Hackers are using Dogecoin, the meme-themed cryptocurrency that recently experienced a bull run thanks to TikTokkers, to help expand a malware botnet.
A new exploit called Doki is piggybacking on software that targets unprotected Docker containers. By pointing their botnet at a specific Dogecoin wallet, hackers are changing the command and control addresses for various infected Linux machines, ensuring no one can take over and stop the network.
“Recently, we have detected a new malware payload that is different from the standard cryptominers typically deployed in this attack. The malware is a fully undetected backdoor which we have named Doki,” wrote security researchers at Intezer. “Doki uses a previously undocumented method to contact its operator by abusing the Dogecoin cryptocurrency blockchain in a unique way in order to dynamically generate its C2 domain address.”
The system, while convoluted, is fairly ingenious. Because you don’t want to allow someone to take over your C&C infrastructure, a botnet has to transmit new domain names to nodes whenever the system is compromised. Sometimes this is address is hardcoded into the botnet, or users can change it manually via a remote connection. Neither solution is ideal from the botnet operator’s point of view as it can identify the hacker to authorities.
This new system looks at a certain Dogecoin wallet and watches for transactions. The system encodes these transactions, extracts a snippet of each, and then creates a new domain—something like “6d77335c4f23[.]ddns[.]net”—that the botnet controller can use to manage the infected servers.
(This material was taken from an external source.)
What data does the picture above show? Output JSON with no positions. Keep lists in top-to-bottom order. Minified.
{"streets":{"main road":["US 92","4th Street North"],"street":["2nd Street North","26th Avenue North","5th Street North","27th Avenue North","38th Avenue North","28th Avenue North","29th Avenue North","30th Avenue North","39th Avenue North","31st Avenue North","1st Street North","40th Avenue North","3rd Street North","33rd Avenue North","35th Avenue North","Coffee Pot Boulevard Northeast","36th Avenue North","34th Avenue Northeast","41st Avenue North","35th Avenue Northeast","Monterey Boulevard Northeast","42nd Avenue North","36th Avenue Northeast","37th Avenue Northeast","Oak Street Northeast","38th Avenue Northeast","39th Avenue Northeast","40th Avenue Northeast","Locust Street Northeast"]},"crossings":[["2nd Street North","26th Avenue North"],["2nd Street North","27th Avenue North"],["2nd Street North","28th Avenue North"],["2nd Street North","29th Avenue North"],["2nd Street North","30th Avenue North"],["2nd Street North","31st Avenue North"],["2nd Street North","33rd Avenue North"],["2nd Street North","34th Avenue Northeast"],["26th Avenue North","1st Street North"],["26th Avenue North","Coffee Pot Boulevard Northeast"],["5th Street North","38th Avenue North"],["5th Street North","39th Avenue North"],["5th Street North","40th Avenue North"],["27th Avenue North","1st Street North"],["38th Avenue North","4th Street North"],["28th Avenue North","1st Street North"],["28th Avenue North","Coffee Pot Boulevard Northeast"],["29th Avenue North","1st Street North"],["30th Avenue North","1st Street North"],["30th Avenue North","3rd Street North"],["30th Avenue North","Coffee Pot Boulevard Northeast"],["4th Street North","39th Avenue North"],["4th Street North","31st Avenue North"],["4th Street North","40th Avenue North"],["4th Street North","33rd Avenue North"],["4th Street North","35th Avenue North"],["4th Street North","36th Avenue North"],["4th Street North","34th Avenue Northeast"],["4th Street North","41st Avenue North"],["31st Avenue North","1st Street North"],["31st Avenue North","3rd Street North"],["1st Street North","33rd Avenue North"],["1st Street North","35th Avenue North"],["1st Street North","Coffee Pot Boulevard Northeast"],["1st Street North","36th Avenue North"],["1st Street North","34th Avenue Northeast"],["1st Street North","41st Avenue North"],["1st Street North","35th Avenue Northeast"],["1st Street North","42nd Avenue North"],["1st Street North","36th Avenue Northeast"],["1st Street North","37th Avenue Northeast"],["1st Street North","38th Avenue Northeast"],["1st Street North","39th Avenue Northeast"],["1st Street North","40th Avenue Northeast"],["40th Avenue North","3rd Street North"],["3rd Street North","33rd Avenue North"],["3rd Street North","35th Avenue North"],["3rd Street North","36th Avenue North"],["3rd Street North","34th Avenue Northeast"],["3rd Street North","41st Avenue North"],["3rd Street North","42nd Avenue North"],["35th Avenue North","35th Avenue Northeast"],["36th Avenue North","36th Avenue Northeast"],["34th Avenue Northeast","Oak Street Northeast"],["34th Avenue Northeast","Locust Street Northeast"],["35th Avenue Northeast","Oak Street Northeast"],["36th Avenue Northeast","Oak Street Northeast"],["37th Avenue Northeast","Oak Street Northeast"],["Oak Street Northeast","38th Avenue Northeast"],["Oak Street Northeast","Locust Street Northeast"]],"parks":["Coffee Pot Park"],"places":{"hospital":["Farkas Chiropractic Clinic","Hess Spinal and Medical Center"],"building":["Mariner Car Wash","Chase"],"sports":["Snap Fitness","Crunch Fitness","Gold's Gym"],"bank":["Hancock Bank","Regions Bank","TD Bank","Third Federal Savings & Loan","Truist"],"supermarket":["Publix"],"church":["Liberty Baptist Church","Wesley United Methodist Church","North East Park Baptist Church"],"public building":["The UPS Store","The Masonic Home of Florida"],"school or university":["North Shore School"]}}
Because it is based on a secure and tamper-proof crypto wallet, there is no way to tell what the next C&C server will be called.
“Using this technique the attacker controls which address the malware will contact by transferring a specific amount of Dogecoin from his or her wallet. Since only the attacker has control over the wallet, only he can control when and how much dogecoin to transfer, and thus switch the domain accordingly. Additionally, since the blockchain is both immutable and decentralized, this novel method can prove to be quite resilient to both infrastructure takedowns from law enforcement and domain filtering attempts from security products,” wrote researcher Nicole Fishbein.
It just goes to show you that the blockchain is good for something—crime!